Vorbei sind auch die Zeiten der aus den gusseisernen Toren der Fabrikgelände strömenden 11 Uhr-Frauen, die ihre Liebsten Schlag 12 mit einem reichhaltigen und ausgewogenen Mahl am heimischen Esstisch in Empfang nahmen. Wahrlich, ein großer und nur allzu nötiger Meilenstein der Emanzipation, nicht jedoch im Hinblick auf die Wahrung der Integrität von Mittagspausen. Statt den Teller schaufeln wir uns in einem Strudel ständiger Selbstoptimierung und -verwirklichung den Kalender in minutiös geplanter Taktung voll – mit Terminen und Verpflichtungen, zu deren Einhaltung wir mit Siebenmeilenstiefeln eilend uns noch schnell an der Fleisch und Käse gewordenen Auslage der Fast Food-Sünden des Lebens bedienen.

Längst obsolet geworden sind auch die „Mahlzeit“-Wünsche – nicht jedoch etwa weil sie als ursprünglicher Segen in christlichen Klöstern in einer multireligiösen Gesellschaft längst nicht mehr angemessen sind, sondern weil das Phänomen Mittagspause die Zeit in vielen Berufs- und Lebensmodellen schlicht nicht überdauert hat.

Doch sind wir wirklich zu sehr im Stress, um etwa einer ordentlichen und ausgewogenen Nahrungsaufnahme nachzukommen oder ist des Pudels Kern dabei vielmehr die drohende Einsamkeit am Futternapf aus Gründen einer zunehmenden Verrohung festgelegter Sitten und Bräuche wie etwa einer geschützten Mittagspause entsprechend der Siesta in südlicheren Regionen?

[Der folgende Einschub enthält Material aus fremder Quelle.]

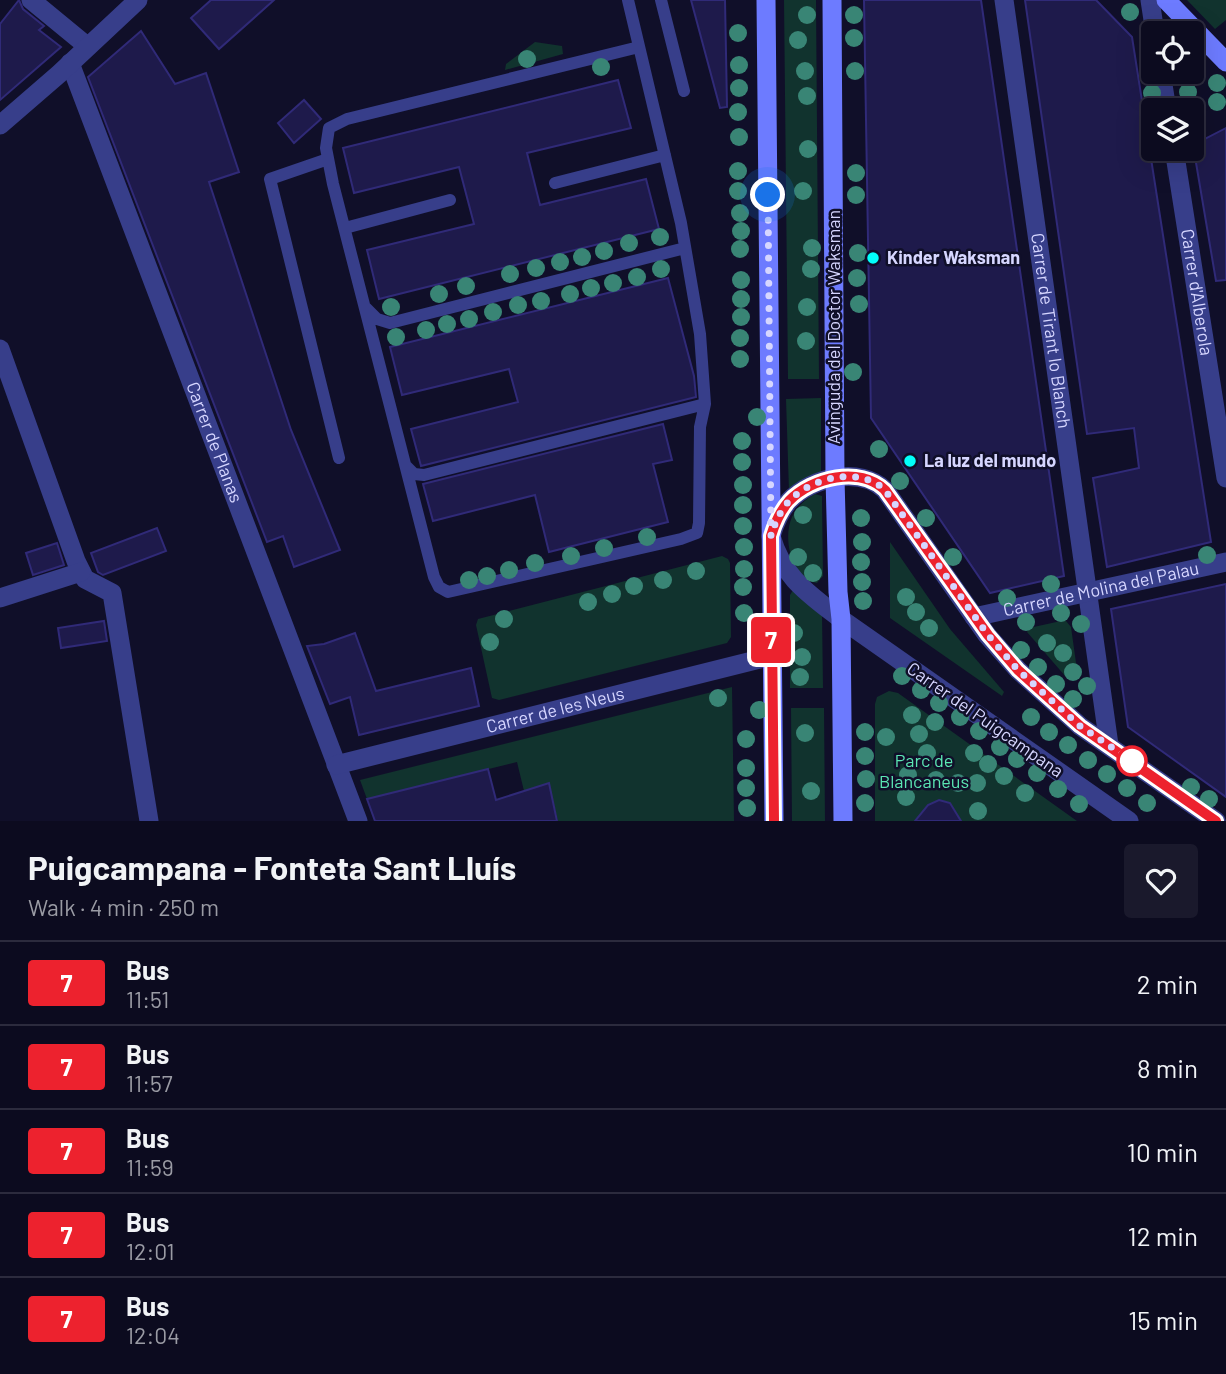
<!DOCTYPE html>
<html lang="en">
<head>
<meta charset="utf-8">
<style>
	:root { --surface:#0c0b1f; --page:#1a192c; --text:#f1f3f6; --muted:#9a9ba4; --line:#2c2b3d }
	body { margin:0; font-family:Barlow,sans-serif; background:var(--page); color:var(--text); height:100vh; display:flex; flex-direction:column; font-size:26px; white-space:nowrap }
	* { box-sizing:border-box; margin:0 }
	p { font-size:23px; color:var(--muted) }
	.icon { flex:none; width:38px; height:38px; fill:none; stroke:currentColor; stroke-width:2; stroke-linecap:round; stroke-linejoin:round }
	.map { position:relative; height:821px; overflow:hidden }
	.side { display:flex; flex-direction:column; background:var(--surface); flex:1 }
	.side>* { flex:none }
	.badge { padding:0 14px; border-radius:5px; font-size:24px; line-height:46px }
	.buttons { position:absolute; left:1141px; top:21px; display:grid; gap:14px }
	.buttons a { display:grid; place-items:center; width:63px; height:63px; border-radius:7px; background:var(--surface); box-shadow:0 7px 28px #0002,0 0 0 2px var(--line); font-size:35px }
	.you { position:absolute; width:35px; height:35px; margin:-18px; border:5px solid #fff; border-radius:50%; background:#1a73e8; box-shadow:0 0 0 10px #1a73e833 }
	.map>.badge { position:absolute; translate:-50% -50%; box-shadow:0 0 0 4px #fff }
	.round { display:grid; place-items:center; flex:none; width:74px; height:74px; border-radius:7px; background:var(--page) }
	.headline { display:flex; align-items:center; justify-content:space-between; height:119px; padding:0 28px }
	h1 { font-size:33px; font-weight:700; line-height:52px }
	ul { padding:0; list-style:none }
	li { display:flex; align-items:center; gap:21px; height:84px; padding:0 28px; border-top:2px solid var(--line) }
	li div { flex:1 }
	li b { display:block; font-size:26px }
	li em { font-style:normal }
	li .badge { min-width:77px; font-weight:700; text-align:center }
	.map>svg:first-child { display:block }
	.green { fill:#11332e }
	.building { fill:#1e1a4b; stroke:#302a78; stroke-width:2 }
	.lines { fill:none; stroke-linecap:round; stroke-linejoin:round }
	.service { stroke:#373e8a; stroke-width:12 }
	.minor { stroke:#373e8a; stroke-width:19 }
	.secondary { stroke:#6d7bff; stroke-width:19 }
	.tree { fill:#398575 }
	.line-casing { stroke:#fff; stroke-width:16 }
	.line { stroke:#ed222e; stroke-width:10 }
	.walk { stroke:#d6d6ff; stroke-width:7; stroke-dasharray:0 12.6 }
	.poi-dot { fill:#02fffa; stroke:#100f29; stroke-width:2.5 }
	.stop-dot { fill:#fff; stroke:#ed222e; stroke-width:3.5 }
	.labels { text-anchor:middle; stroke-width:5; stroke-linejoin:round; paint-order:stroke }
	.poi-label { font-size:18px; font-weight:bold; fill:#d6d6ff; stroke:#100f29; text-anchor:start }
	.street-label { font-size:18px; fill:#d6d6ff; stroke:#100f29 }
	.park-label { font-size:18px; fill:#5be6b3; stroke:#100f29 }
</style>
</head>
<body>
<div class="map">
<svg width="1226" height="821" viewBox="0 0 1226 821">
	<rect width="100%" height="100%" fill="#100f29"/>
	<path class="green" d="M784,0H816L819,379H788Z
		M1187,0H1226V20L1215,29Z
		M535,42L562,46L563,54L505,70L506,64Z
		M821,398V472L789,491L786,399Z
		M815,494L822,496V501L823,576L817,583C792,579 782,539 792,517C797,507 805,499 815,494Z
		M890,542L950,629L1004,692L1002,696L890,618Z
		M722,556L728,559L730,563L731,637L727,643L499,700L492,698L476,625L478,619Z
		M793,590L822,613L823,688H790V595Z
		M1061,621H1066L1071,627L1077,670L1076,675L1072,678L1066,677L1027,632L1029,628Z
		M732,687L734,821H558L549,784L524,791L517,762L367,799L360,780Z
		M889,691L898,693L1077,821H875V704L877,697Z
		M791,708H824L825,821H792Z"/>
	<path class="building" d="M19,0L23,9L44,26L39,30L61,47L0,100V24Z
		M211,0H274L219,49L191,18Z
		M691,0H725L727,107L720,108Z
		M864,0H981L1064,576L990,593L871,418Z
		M1025,0H1096L1132,37L1211,542L1107,567L1093,478L1139,468L1134,428L1087,434Z
		M141,31L175,84L206,73L239,172L209,182L291,430L340,550L294,567L283,536L267,542L88,77Z
		M618,80L631,128L527,153L540,205L646,179L659,229L379,299L367,250L474,224L459,167L354,193L343,148Z
		M304,100L321,119L294,143L278,123Z
		M1226,128V280L1216,281L1193,145Z
		M668,278L694,376L696,397L421,466L411,429L518,402L509,369L402,395L390,347Z
		M663,424L672,460L653,464L668,522L549,552L535,495L433,521L423,484Z
		M157,528L166,551L103,575L98,572L91,553Z
		M57,543L64,565L33,575L26,553Z
		M1226,584V797L1128,727L1111,609Z
		M104,621L107,641L61,648L58,628Z
		M355,633L376,691L471,668L479,706L359,735L350,697L330,704L307,646L324,644Z
		M488,769L496,800L549,783L557,821H375L367,799Z
		M939,800L950,803L961,821H915L928,805Z"/>
	<g class="lines">
		<path class="service" d="M628,0L681,223L700,334L705,404L700,427L699,523L697,533L681,539L448,592L439,587L434,577L333,184L326,148L329,128L347,119L639,47
			M661,0L684,91
			M328,159L270,179L339,458
			M555,183L665,155
			M345,228L450,200
			M366,308L377,319L390,323L685,248
			M406,466L414,474L424,475L705,404"/>
		<g class="minor">
			<path d="M31,0L87,46"/>
			<path id="s1" d="M1004,0L1109,745"/>
			<path d="M1150,0L1155,33"/>
			<path id="s2" d="M70,63L358,821"/>
			<path d="M1161,72L1167,110"/>
			<path d="M0,125L59,74L138,0"/>
			<path id="s3" d="M1174,149L1226,478"/>
			<path d="M0,349L76,561L85,579L112,593L149,821"/>
			<path d="M0,598L81,572"/>
			<path id="s4" d="M974,617L1226,562"/>
			<path id="s5" d="M336,765L772,656"/>
			<path d="M1129,821L841,619C809,594 783,578 771,536C775,523 780,511 789,501C812,477 860,466 885,490L987,635L1018,670L1080,726L1216,821"/>
		</g>
		<path class="secondary" d="M766,0L774,821
			M832,0L835,478L838,592L841,619L843,821
			M1166,0L1226,62"/>
	</g>
	<g class="tree">
		<circle cx="1130" cy="12" r="9"/>
		<circle cx="807" cy="15" r="9"/>
		<circle cx="854" cy="15" r="9"/>
		<circle cx="738" cy="33" r="9"/>
		<circle cx="854" cy="38" r="9"/>
		<circle cx="798" cy="40" r="9"/>
		<circle cx="527" cy="59" r="9"/>
		<circle cx="739" cy="65" r="9"/>
		<circle cx="601" cy="67" r="9"/>
		<circle cx="805" cy="71" r="9"/>
		<circle cx="855" cy="71" r="9"/>
		<circle cx="1217" cy="83" r="9"/>
		<circle cx="739" cy="88" r="9"/>
		<circle cx="1188" cy="92" r="9"/>
		<circle cx="1152" cy="93" r="9"/>
		<circle cx="807" cy="96" r="9"/>
		<circle cx="1217" cy="102" r="9"/>
		<circle cx="738" cy="112" r="9"/>
		<circle cx="739" cy="137" r="9"/>
		<circle cx="808" cy="149" r="9"/>
		<circle cx="738" cy="171" r="9"/>
		<circle cx="856" cy="173" r="9"/>
		<circle cx="738" cy="191" r="9"/>
		<circle cx="803" cy="191" r="9"/>
		<circle cx="856" cy="195" r="9"/>
		<circle cx="740" cy="213" r="9"/>
		<circle cx="741" cy="231" r="9"/>
		<circle cx="660" cy="237" r="9"/>
		<circle cx="629" cy="243" r="9"/>
		<circle cx="812" cy="248" r="9"/>
		<circle cx="740" cy="249" r="9"/>
		<circle cx="604" cy="251" r="9"/>
		<circle cx="858" cy="253" r="9"/>
		<circle cx="582" cy="257" r="9"/>
		<circle cx="560" cy="262" r="9"/>
		<circle cx="536" cy="268" r="9"/>
		<circle cx="661" cy="269" r="9"/>
		<circle cx="811" cy="269" r="9"/>
		<circle cx="510" cy="274" r="9"/>
		<circle cx="637" cy="277" r="9"/>
		<circle cx="857" cy="278" r="9"/>
		<circle cx="741" cy="280" r="9"/>
		<circle cx="613" cy="283" r="9"/>
		<circle cx="466" cy="286" r="9"/>
		<circle cx="591" cy="288" r="9"/>
		<circle cx="439" cy="294" r="9"/>
		<circle cx="570" cy="294" r="9"/>
		<circle cx="741" cy="299" r="9"/>
		<circle cx="541" cy="301" r="9"/>
		<circle cx="859" cy="304" r="9"/>
		<circle cx="518" cy="305" r="9"/>
		<circle cx="391" cy="307" r="9"/>
		<circle cx="807" cy="307" r="9"/>
		<circle cx="493" cy="312" r="9"/>
		<circle cx="741" cy="317" r="9"/>
		<circle cx="469" cy="319" r="9"/>
		<circle cx="447" cy="324" r="9"/>
		<circle cx="426" cy="330" r="9"/>
		<circle cx="396" cy="337" r="9"/>
		<circle cx="740" cy="338" r="9"/>
		<circle cx="806" cy="341" r="9"/>
		<circle cx="740" cy="359" r="9"/>
		<circle cx="853" cy="372" r="9"/>
		<circle cx="757" cy="417" r="9"/>
		<circle cx="742" cy="441" r="9"/>
		<circle cx="879" cy="449" r="9"/>
		<circle cx="742" cy="462" r="9"/>
		<circle cx="900" cy="481" r="9"/>
		<circle cx="743" cy="485" r="9"/>
		<circle cx="743" cy="505" r="9"/>
		<circle cx="803" cy="515" r="9"/>
		<circle cx="861" cy="518" r="9"/>
		<circle cx="926" cy="518" r="9"/>
		<circle cx="743" cy="526" r="9"/>
		<circle cx="647" cy="537" r="9"/>
		<circle cx="862" cy="542" r="9"/>
		<circle cx="744" cy="547" r="9"/>
		<circle cx="604" cy="548" r="9"/>
		<circle cx="1207" cy="555" r="9"/>
		<circle cx="571" cy="556" r="9"/>
		<circle cx="798" cy="557" r="9"/>
		<circle cx="953" cy="557" r="9"/>
		<circle cx="861" cy="562" r="9"/>
		<circle cx="535" cy="563" r="9"/>
		<circle cx="744" cy="569" r="9"/>
		<circle cx="509" cy="570" r="9"/>
		<circle cx="696" cy="571" r="9"/>
		<circle cx="813" cy="573" r="9"/>
		<circle cx="487" cy="576" r="9"/>
		<circle cx="469" cy="580" r="9"/>
		<circle cx="663" cy="580" r="9"/>
		<circle cx="862" cy="582" r="9"/>
		<circle cx="1051" cy="584" r="9"/>
		<circle cx="634" cy="586" r="9"/>
		<circle cx="743" cy="587" r="9"/>
		<circle cx="612" cy="594" r="9"/>
		<circle cx="906" cy="597" r="9"/>
		<circle cx="1007" cy="598" r="9"/>
		<circle cx="863" cy="601" r="9"/>
		<circle cx="588" cy="602" r="9"/>
		<circle cx="916" cy="612" r="9"/>
		<circle cx="744" cy="613" r="9"/>
		<circle cx="1061" cy="613" r="9"/>
		<circle cx="504" cy="619" r="9"/>
		<circle cx="1026" cy="622" r="9"/>
		<circle cx="1081" cy="624" r="9"/>
		<circle cx="929" cy="628" r="9"/>
		<circle cx="759" cy="629" r="9"/>
		<circle cx="794" cy="633" r="9"/>
		<circle cx="490" cy="642" r="9"/>
		<circle cx="1047" cy="643" r="9"/>
		<circle cx="1021" cy="650" r="9"/>
		<circle cx="1063" cy="653" r="9"/>
		<circle cx="802" cy="657" r="9"/>
		<circle cx="1038" cy="667" r="9"/>
		<circle cx="1073" cy="672" r="9"/>
		<circle cx="902" cy="676" r="9"/>
		<circle cx="800" cy="677" r="9"/>
		<circle cx="1056" cy="684" r="9"/>
		<circle cx="1087" cy="686" r="9"/>
		<circle cx="921" cy="690" r="9"/>
		<circle cx="718" cy="698" r="9"/>
		<circle cx="1073" cy="699" r="9"/>
		<circle cx="939" cy="703" r="9"/>
		<circle cx="759" cy="710" r="9"/>
		<circle cx="912" cy="715" r="9"/>
		<circle cx="960" cy="717" r="9"/>
		<circle cx="1031" cy="717" r="9"/>
		<circle cx="935" cy="722" r="9"/>
		<circle cx="979" cy="731" r="9"/>
		<circle cx="865" cy="732" r="9"/>
		<circle cx="1049" cy="732" r="9"/>
		<circle cx="805" cy="733" r="9"/>
		<circle cx="919" cy="734" r="9"/>
		<circle cx="886" cy="737" r="9"/>
		<circle cx="746" cy="739" r="9"/>
		<circle cx="1068" cy="745" r="9"/>
		<circle cx="1000" cy="747" r="9"/>
		<circle cx="927" cy="753" r="9"/>
		<circle cx="974" cy="753" r="9"/>
		<circle cx="865" cy="756" r="9"/>
		<circle cx="1017" cy="759" r="9"/>
		<circle cx="1088" cy="760" r="9"/>
		<circle cx="988" cy="764" r="9"/>
		<circle cx="746" cy="768" r="9"/>
		<circle cx="1037" cy="773" r="9"/>
		<circle cx="1107" cy="774" r="9"/>
		<circle cx="908" cy="775" r="9"/>
		<circle cx="1004" cy="776" r="9"/>
		<circle cx="866" cy="779" r="9"/>
		<circle cx="936" cy="780" r="9"/>
		<circle cx="958" cy="783" r="9"/>
		<circle cx="977" cy="783" r="9"/>
		<circle cx="1191" cy="787" r="9"/>
		<circle cx="746" cy="788" r="9"/>
		<circle cx="1127" cy="788" r="9"/>
		<circle cx="1058" cy="789" r="9"/>
		<circle cx="811" cy="791" r="9"/>
		<circle cx="1025" cy="793" r="9"/>
		<circle cx="906" cy="797" r="9"/>
		<circle cx="1209" cy="799" r="9"/>
		<circle cx="865" cy="803" r="9"/>
		<circle cx="1147" cy="803" r="9"/>
		<circle cx="1079" cy="804" r="9"/>
		<circle cx="747" cy="808" r="9"/>
		<circle cx="978" cy="811" r="9"/>
	</g>
	<g class="lines">
		<g class="line-casing">
			<path id="line" d="M774,821L771,536C775,523 780,511 789,501C812,477 860,466 885,490L988,635L1018,670L1080,726L1216,821"/>
		</g>
		<use href="#line" class="line"/>
		<path class="walk" d="M768,195L771,536C775,523 780,511 789,501C812,477 860,466 885,490L988,635L1018,670L1080,726L1132,761"/>
	</g>
	<g class="poi-dot">
		<circle cx="873" cy="258" r="7"/>
		<circle cx="910" cy="461" r="7"/>
	</g>
	<circle class="stop-dot" cx="1132" cy="761" r="14"/>
	<g class="labels">
		<g class="poi-label">
			<text x="887" y="264">Kinder Waksman</text>
			<text x="924" y="467">La luz del mundo</text>
		</g>
		<g class="street-label">
			<text dy="6" stroke="none"><textPath href="#s3" startOffset="145">Carrer d'Alberola</textPath></text>
			<text transform="translate(834 327) rotate(-90)" y="6">Avinguda del Doctor Waksman</text>
			<text dy="6" stroke="none"><textPath href="#s1" startOffset="334">Carrer de Tirant lo Blanch</textPath></text>
			<text dy="6" stroke="none"><textPath href="#s2" startOffset="406">Carrer de Planas</textPath></text>
			<text dy="6" stroke="none"><textPath href="#s4" startOffset="130">Carrer de Molina del Palau</textPath></text>
			<text dy="6" stroke="none"><textPath href="#s5" startOffset="226">Carrer de les Neus</textPath></text>
			<text transform="translate(985 720) rotate(35)" y="6">Carrer del Puigcampana</text>
		</g>
		<g class="park-label">
			<text x="924" y="767">Parc de<tspan x="924" dy="21">Blancaneus</tspan></text>
		</g>
	</g>
</svg>
<div class="buttons">
<a><svg class="icon" aria-label="locate" viewBox="0 0 24 24"><circle cx="12" cy="12" r="6"/><path d="M12 2v4M12 18v4M2 12h4M18 12h4"/></svg></a>
<a><svg class="icon" aria-label="layers" viewBox="0 0 24 24"><path d="M12 4l9 5-9 5-9-5zM3 14l9 5 9-5"/></svg></a>
</div>
<div class="you" style="left:768px;top:195px"></div>
<b class="badge" style="left:771px;top:640px;background:#ed222e;color:#fff">7</b>
</div>
<section class="side">
<div class="headline"><div><h1>Puigcampana - Fonteta Sant Lluís</h1><p>Walk · 4 min · 250 m</p></div><a class="round"><svg class="icon" aria-label="heart" viewBox="0 0 24 24"><path d="M12 20l-8-8c-3-5 5-10 8-4 3-6 11-1 8 4z"/></svg></a></div>
<ul>
<li><span class="badge" style="background:#ed222e;color:#fff">7</span><div><b>Bus</b><p>11:51</p></div><em>2 min</em></li>
<li><span class="badge" style="background:#ed222e;color:#fff">7</span><div><b>Bus</b><p>11:57</p></div><em>8 min</em></li>
<li><span class="badge" style="background:#ed222e;color:#fff">7</span><div><b>Bus</b><p>11:59</p></div><em>10 min</em></li>
<li><span class="badge" style="background:#ed222e;color:#fff">7</span><div><b>Bus</b><p>12:01</p></div><em>12 min</em></li>
<li><span class="badge" style="background:#ed222e;color:#fff">7</span><div><b>Bus</b><p>12:04</p></div><em>15 min</em></li>
</ul>
</section>
</body>
</html>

Gemeinsam Essen ist viel schöner

Schon mal alleine in einem Restaurant gespeist oder die Mensa besucht und nicht während des Essens zur Ablenkung die Nase in ein Buch gesteckt, Zeitschriften gewälzt oder in akribischer Genauigkeit den Instagram- und Facebook Feed gecheckt? Oder sich stattdessen doch lieber von einem konstant über den Tag verteilten Snackring aus Laugenkringel und sonstigem Allerei zur rast- und ruhelosen Nahrungsaufnahme knechten lassen, um der Einsamkeit am öffentlichen Esstisch zu entgehen? Schließlich scheint alleine in öffentlichen Etablissements zu essen nur dann gesellschaftlich akzeptiert zu sein, wenn man sich wie ein wirtschaftsankurbelnder Tausendsasa, eine Art Superheld oder Superheldin in gestärkten Hemden oder Blusen, in Hast und Eile eine warme Mahlzeit einverleibt, ohne dabei die Arbeit aus den Augen zu verlieren.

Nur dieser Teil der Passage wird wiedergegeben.